Die Kulturkämpfer aus dem Konrad-Adenauer-Haus

Es ist nämlich so: Die CDU führt keinen Kampf mehr um das Politische, also um die besten Lösungen für die gravierendsten Probleme. Sie hat sich in der Ansprache und in der Wahl ihrer Themen längst von der AfD und anderen Akteur*innen der neuen Rechten auf deren basales Schlachtfeld ziehen lassen, das des Kulturkampfs. Wenn durchideologisierte Wahlkämpfer wie Friedrich Merz häufiger über das „Gendern“ als über echte politische Probleme reden, die Millionen von Menschen existenziell belasten, dann ist das Ausdruck einer gravierenden Verschiebung der politischen Prämissen. Möglicherweise ahnt die Union auch, dass sie angesichts ihres schlimmen Personalproblems gar keine andere Wahl hat, als mit Schmutz-Kampagnen und der besagten kulturkämpferischen Attitüde um den Machterhalt zu kämpfen. Fakt ist jedoch, dass die Art und Weise, wie sie Politik macht und den Wahlkampf führt, die gesellschaftlichen Risse noch vertiefen wird.

Eigentlich müsste dieser Wahlkampf, der ja in einer politisch extrem aufgeladenen Zeit stattfindet, auch genauso angemessen politisch geführt werden. Das Weltklima steht vor mehreren Kipp-Punkten, was irreversible Folgen hätte? Okay, dann unterhalten wir uns angemessen oft darüber, wie wir die Katastrophe aufhalten wollen, nämlich jeden Tag! Die Pandemie ist nach eineinhalb Jahren noch nicht vorbei, verschwindet erwiesenermaßen nicht von allein und bildet ständig neue Mutationen aus? Okay, dann lasst uns einen echten politischen Wettstreit über wirklich effektive Lösungen führen! Die Schere zwischen Arm und Reich wird größer, was wiederum die soziale Spaltung verschärft und damit die Akzeptanz in die Demokratie insgesamt verringert? Alles klar, dann reden wir jetzt mal über Kapitalismus, Umverteilung, Steuerkonzepte. Die extreme Rechte organisiert und bewaffnet sich inzwischen auch innerhalb staatlicher…to be continued.

Lieber Sand ins Getriebe als Sand in den Augen

All das findet aber nur begrenzt statt.
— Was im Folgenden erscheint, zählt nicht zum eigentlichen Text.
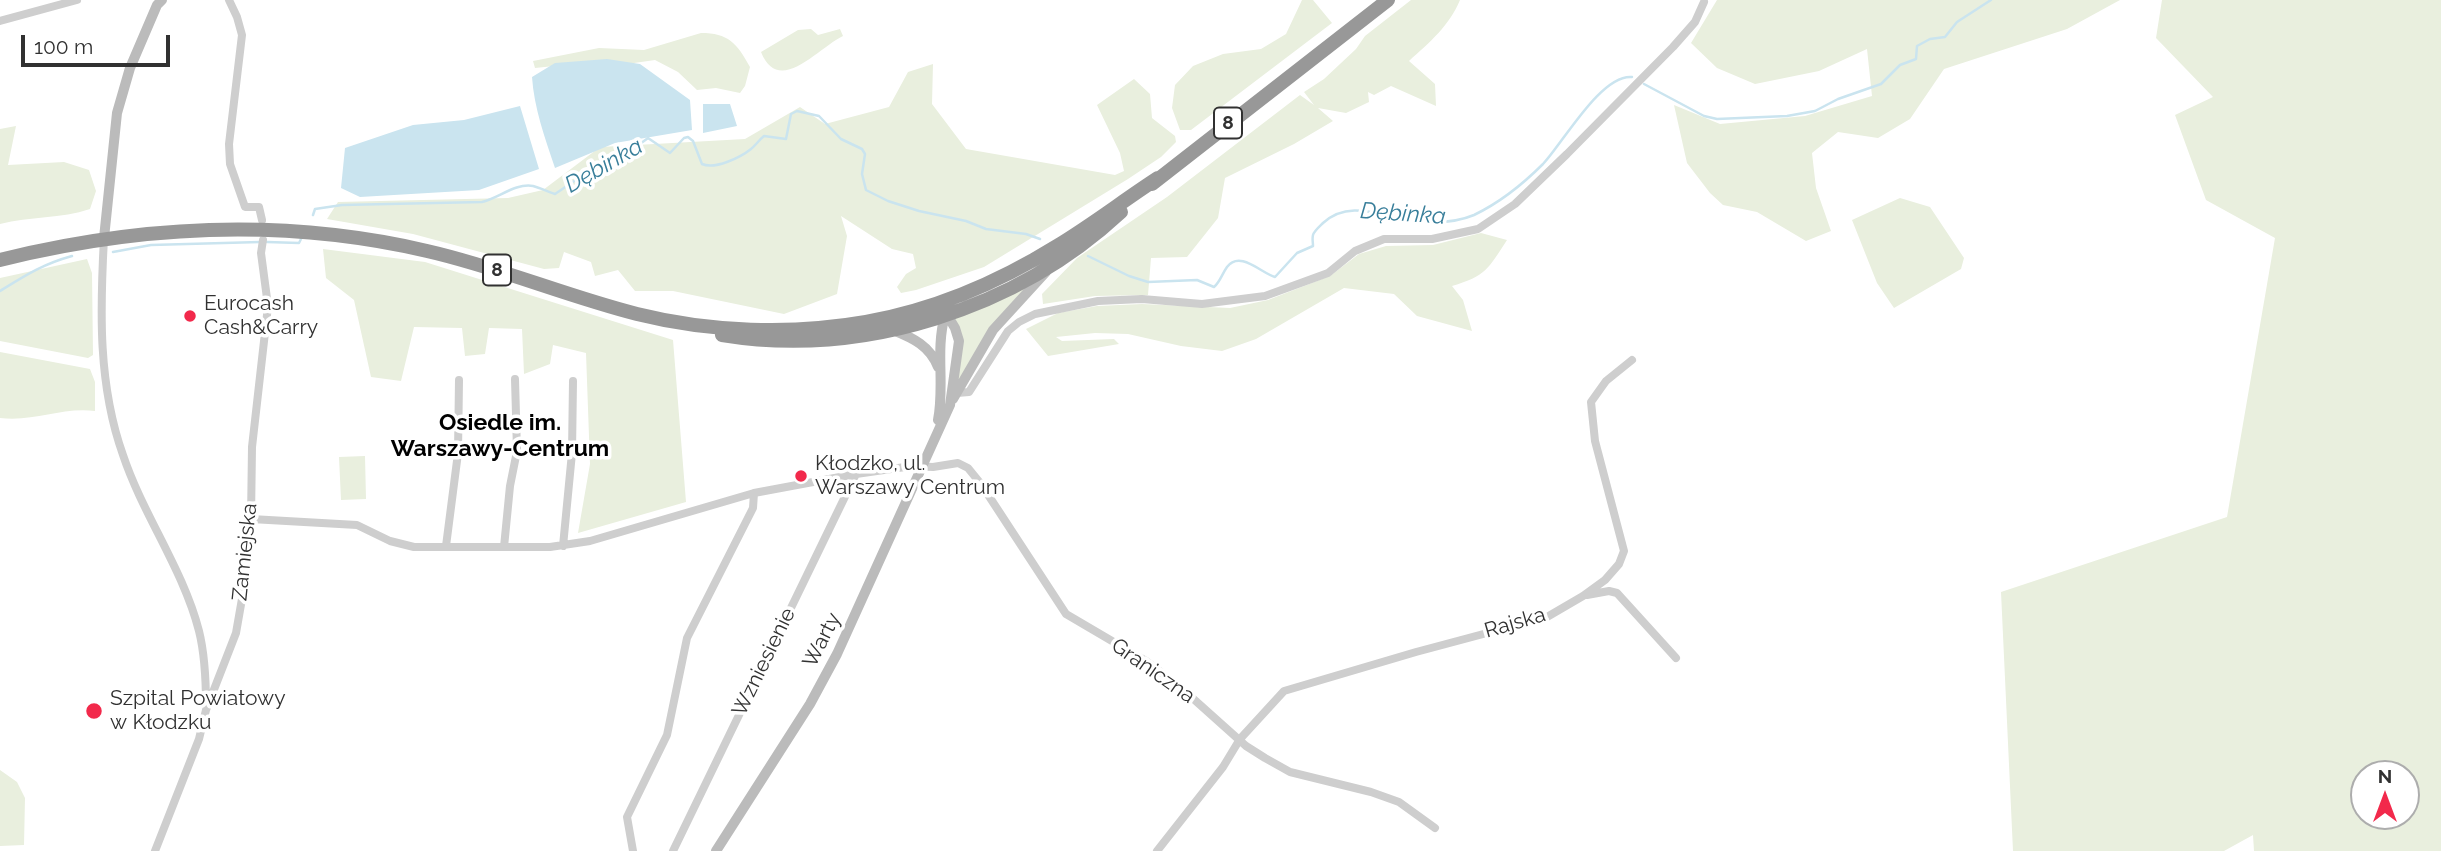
<!DOCTYPE html>
<html>
<head>
<meta charset="utf-8">
<style>
  body { margin:0 }
  #map { position:relative; width:2441px; height:851px; overflow:hidden; background:#fff; font-family:Raleway,sans-serif }
  canvas { display:block }
  .north { position:absolute; left:2350px; top:760px; width:70px; height:70px; box-sizing:border-box; background:#fff; border:2px solid #adadad; border-radius:50%; rotate:0deg; font-size:19px; font-weight:700; line-height:28px; text-align:center; color:#313131 }
  .north::after { content:''; display:block; margin:auto; width:24px; height:32px; background:#f2294b; clip-path:polygon(50% 0,100% 100%,50% 72%,0 100%) }
  .scale { position:absolute; left:21px; top:35px; width:149px; height:32px; box-sizing:border-box; border:4px solid #313131; border-top:0; padding-left:9px; font-size:21px; line-height:24px; white-space:nowrap; color:#313131; -webkit-text-stroke:5px #fff; paint-order:stroke }
</style>
</head>
<body>
<div id="map">
<canvas width="2441" height="851"></canvas>
<div class="north">N</div>
<div class="scale">100 m</div>
</div>
<script>
const context = document.querySelector('canvas').getContext('2d');
context.lineJoin = 'round';
function paint(path, color) { context.fillStyle = color; context.fill(path, 'evenodd'); }
function trace(path, color, width, dash) { context.strokeStyle = color; context.lineWidth = width; context.lineCap = dash ? 'butt' : 'round'; context.setLineDash(dash || []); context.stroke(path); }
function drawText(font, color, halo, rows, align = 'center') {
  context.font = font + ' Raleway,sans-serif'; context.lineWidth = 7; context.setLineDash([]); context.textBaseline = 'middle'; context.strokeStyle = halo; context.fillStyle = color; for (const [text, x, y, turn = 0] of rows) {
    context.save(); context.translate(x, y); context.rotate((+turn || 0) * Math.PI / 180); context.textAlign = isNaN(turn) ? turn : align; if (halo) context.strokeText(text, 0, 0); context.fillText(text, 0, 0); context.restore();
  }
}
const green = new Path2D(`
  M1302,0H1313L1332,23L1191,130H1180L1172,108L1175,85L1193,66L1223,54L1261,49L1286,34Z
  M1411,0H1460C1450,25 1429,43 1409,61L1435,84L1436,106L1391,86L1374,95L1368,92L1369,102L1346,113L1318,108L1333,121L1294,144L1225,178L1218,218L1187,257L1151,258L1148,295L1095,296L1043,304L1042,294L1077,258L1167,197L1300,95L1314,105L1304,92L1324,79L1356,49L1365,36Z
  M1717,0H2120L2067,29L1944,69L1910,119L1878,138L1838,132L1812,153L1816,188L1831,231L1806,241L1757,212L1723,205L1710,193L1687,163L1674,105L1720,124L1805,116L1872,96L1867,49L1819,71L1755,84L1717,68L1691,43Z
  M2162,0H2441V851H2254L2253,835L2224,851H2013L2001,592L2227,517L2275,238L2206,200L2175,115L2213,97L2156,38ZM2406,774V816H2364V774Z
  M811,29L818,35L840,29L843,36C819,47 779,97 761,52L798,30Z
  M701,33C728,33 737,43 750,67L745,86L740,93L716,88L697,90L678,72L655,60L634,63H583L535,68L533,61L599,48L644,50Z
  M933,64L932,104L966,149L1115,175L1124,171L1120,153L1097,105L1134,79L1150,94L1152,118L1175,136L1176,142L1161,157L1128,179L984,267L916,290L901,293L897,287L906,274L916,268L913,254L892,249L841,216L847,236L837,294L784,314L673,291H635L618,270L595,276L591,262L564,252L559,268L544,269L413,234L327,219L338,202L508,198L543,190L600,147L745,139L800,107L825,124L889,107L908,72Z
  M16,126L8,165L64,162L89,170L96,191L90,209C61,219 30,216 0,224V129Z
  M1900,198L1930,207L1964,258L1961,269L1894,308L1877,283L1852,220Z
  M1481,233L1507,240C1488,269 1486,276 1452,286L1463,300L1472,331L1417,316L1394,294L1344,288L1256,339L1222,351L1181,346L1128,334L1095,333L1056,337L1062,341L1114,339L1119,344L1048,356L1026,329L1058,313L1097,306L1142,304L1230,308L1268,300L1330,276L1359,254L1386,246L1433,245Z
  M323,249L425,262L673,340L686,502L578,533L590,464L586,353L553,345L550,364L524,374L522,329L489,328L485,354L465,356L462,328L414,327L401,381L371,377L354,300L326,278Z
  M87,259L92,273L93,355L88,358L0,341V278Z
  M1035,281C999,319 977,341 956,390L954,318Z
  M0,352L90,369L95,382V411C61,407 35,422 0,418Z
  M365,456L366,499L341,500L339,457Z
  M0,770L17,782L25,798L24,845L0,846Z`);
const water = new Path2D(`
  M607,59L640,64L690,100L692,130L615,143L555,168C545,138 534,108 532,77L555,63Z
  M703,104H730L737,126L703,133Z
  M520,106L539,169L479,190L360,197L341,188L345,148L413,125L464,120Z`);
const stream = new Path2D(`
  M1644,84L1704,116L1717,119L1787,116L1815,111L1838,99L1881,84L1900,65L1916,59L1917,46L1930,39L1945,37L1957,22L1991,0
  M313,215L315,209L342,205L482,202C499,198 515,183 533,186C541,188 548,192 555,194L586,173L606,166L624,156L648,138L670,153L684,138L688,137L693,141L702,164C715,170 741,157 751,149C756,145 759,140 764,136L786,139L791,114L797,111L819,116L841,139L862,149L865,154L862,174L866,190L888,201L919,211L966,221L986,229L1026,234L1040,239
  M267,242L299,243L301,239
  M113,252L151,245L260,242
  M1088,256L1129,276L1148,282L1197,280L1214,287C1220,282 1222,274 1227,267C1240,250 1261,273 1275,277L1297,253L1313,246C1313,242 1312,239 1313,235C1314,231 1320,226 1323,223C1349,199 1380,216 1410,220C1430,223 1455,223 1474,215C1499,203 1523,184 1543,164C1563,143 1601,74 1632,77
  M0,291C26,275 43,264 72,256`);
const street = new Path2D(`
  M229,0L237,17L242,35L229,144L230,164L245,207H259L262,220
  M0,21L77,0
  M104,238C100,311 98,385 123,455C143,515 183,569 199,631C205,655 206,681 206,706
  M957,393L969,392L1008,331L1019,322L1035,314L1098,301L1142,299L1202,304L1265,296L1328,273L1355,251L1384,239H1432L1478,229L1515,204L1567,154L1673,47L1695,22L1704,2
  M251,519L357,525L390,541L414,547H550L590,541L754,493L856,474L912,466L933,467L958,463L968,468L981,484L1066,614L1146,661L1179,686L1246,746L1265,758L1290,772L1371,792L1399,802L1435,828
  M446,546L458,453L459,380
  M563,546L572,453L573,381
  M504,547L510,486L517,451L515,379
  M1587,595L1609,591L1617,593L1676,658
  M155,851L199,739L206,710L236,633L246,576L251,519L252,447L268,306L261,253L263,240
  M633,851L627,817L667,735L687,638L753,508L754,493
  M673,851L856,474
  M1157,851L1223,767L1240,739L1284,691L1416,652L1547,617L1583,596L1605,580L1619,564L1624,551L1595,441L1591,402L1606,381L1632,360`);
const secondary = new Path2D(`
  M104,238L117,113L130,68L157,5L162,0
  M893,330C913,338 930,346 938,367
  M953,399L993,330L1046,272
  M938,420C945,384 935,351 945,315
  M716,851L810,704L837,654L950,405L959,341L955,328L943,308`);
const highway = new Path2D(`
  M1152,184L1388,0
  M0,260C141,225 285,218 427,251C498,267 566,296 637,314C709,332 792,335 866,322C933,310 999,282 1057,246C1092,225 1124,200 1158,178
  M722,335C863,358 1017,309 1121,212`);
const markers = [
  [190,316,7,"#f2294b"],
  [801,476,7,"#f2294b"],
  [94,711,9,"#f2294b"]
];
const shields = [
  [1228,123,28],
  [497,270,28]
];
const shieldNames = [
  ["8",1228,123],
  ["8",497,270]
];
const poiNames = [
  ["Eurocash",204,304],
  ["Cash&Carry",204,328],
  ["Kłodzko, ul.",815,464],
  ["Warszawy Centrum",815,488],
  ["Szpital Powiatowy",110,699],
  ["w Kłodzku",110,723]
];
const streetNames = [
  ["Zamiejska",245,552,-84],
  ["Rajska",1515,623,-16],
  ["Warty",822,640,-63],
  ["Wzniesienie",764,662,-64],
  ["Graniczna",1153,671,35]
];
const waterNames = [
  ["Dębinka",604,166,-30],
  ["Dębinka",1403,214,4]
];
const neighbourhoodNames = [
  ["Osiedle im.",500,423],
  ["Warszawy-Centrum",500,449]
];
paint(green, '#e9efde');
paint(water, '#cae4ef');
trace(stream, '#cae4ef', 2.5);
trace(street, '#cecece', 8);
trace(secondary, '#bbb', 10);
trace(highway, '#989898', 14);
for (const [x, y, r, color] of markers) { const dot = new Path2D(); dot.arc(x, y, r, 0, 2 * Math.PI); context.fillStyle = color; context.fill(dot); trace(dot, '#fff', 2.5); }
for (const [x, y, w] of shields) { const box = new Path2D(); box.roundRect(x - w / 2, y - 15.5, w, 31, 5); context.fillStyle = '#fff'; context.fill(box); trace(box, '#313131', 2); }
drawText('bold 19px', '#313131', null, shieldNames);
drawText('21px', '#313131', '#fff', poiNames, 'left');
drawText('21px', '#313131', '#fff', streetNames);
drawText('italic 23px', '#387e9a', '#fff', waterNames);
drawText('bold 23px', '#000', '#fff', neighbourhoodNames);
</script>
</body>
</html>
Stattdessen wird in einigen Wahlkampfzentralen lieber über die Frage gebrütet, wie sich noch mehr Sand in die Augen der Menschen streuen lässt. Als würde davon auch nur ein einziges real existierendes Problem verschwinden. „Klima schützen, Jobs schaffen“ wird dann ausgerechnet von der Partei plakatiert, die ganze Dörfer für Kohle und Autobahnen wegbaggern lässt und Zehntausende Jobs im Erneuerbare-Energien-Sektor platt gemacht hat. Auf einem anderen Plakat prangt eine falsche Polizistin und der Slogan „Mit Sicherheit“. Sicherheit, für wen? All die nicht-weißen Menschen, die auf den Plakaten nicht vorkommen, aber jeden Tag an Hanau denken müssen, können damit nicht gemeint sein. „Familien stärken“, durch das Aufsichalleingestelltsein in der Pandemie, ohne Impfmöglichkeit für Kinder und ohne Konzepte für eine sichere Beschulung, oder was? Es fällt schwer, angesichts dieses Hohns, dieser Heuchelei und eben dieser leicht zu durchschauenden Strategie des Sandstreu-Wohlfühl-Wahlkampfs noch ruhig zu bleiben. Aber vielleicht sollten wir uns auch gar nicht beruhigen. Vielleicht braucht es mehr Unruhe. Mehr konstruktive Wut. Mehr Sand ins Getriebe. Vielleicht würde das diesen Wahlkampf der kognitiven Dissonanz politisieren und zwar so sehr, dass wir bis zum 26. September über all das reden, diskutieren und streiten, was wirklich wichtig ist. Vielleicht muss einfach auch wieder mehr Druck von der Straße kommen. Vielleicht gibt es dann am Ende auch endlich eine Regierung, die den Ernst der Lage kapiert, ernst nimmt und wirklich lösen will. Man wird doch wohl noch Hoffnung haben dürfen.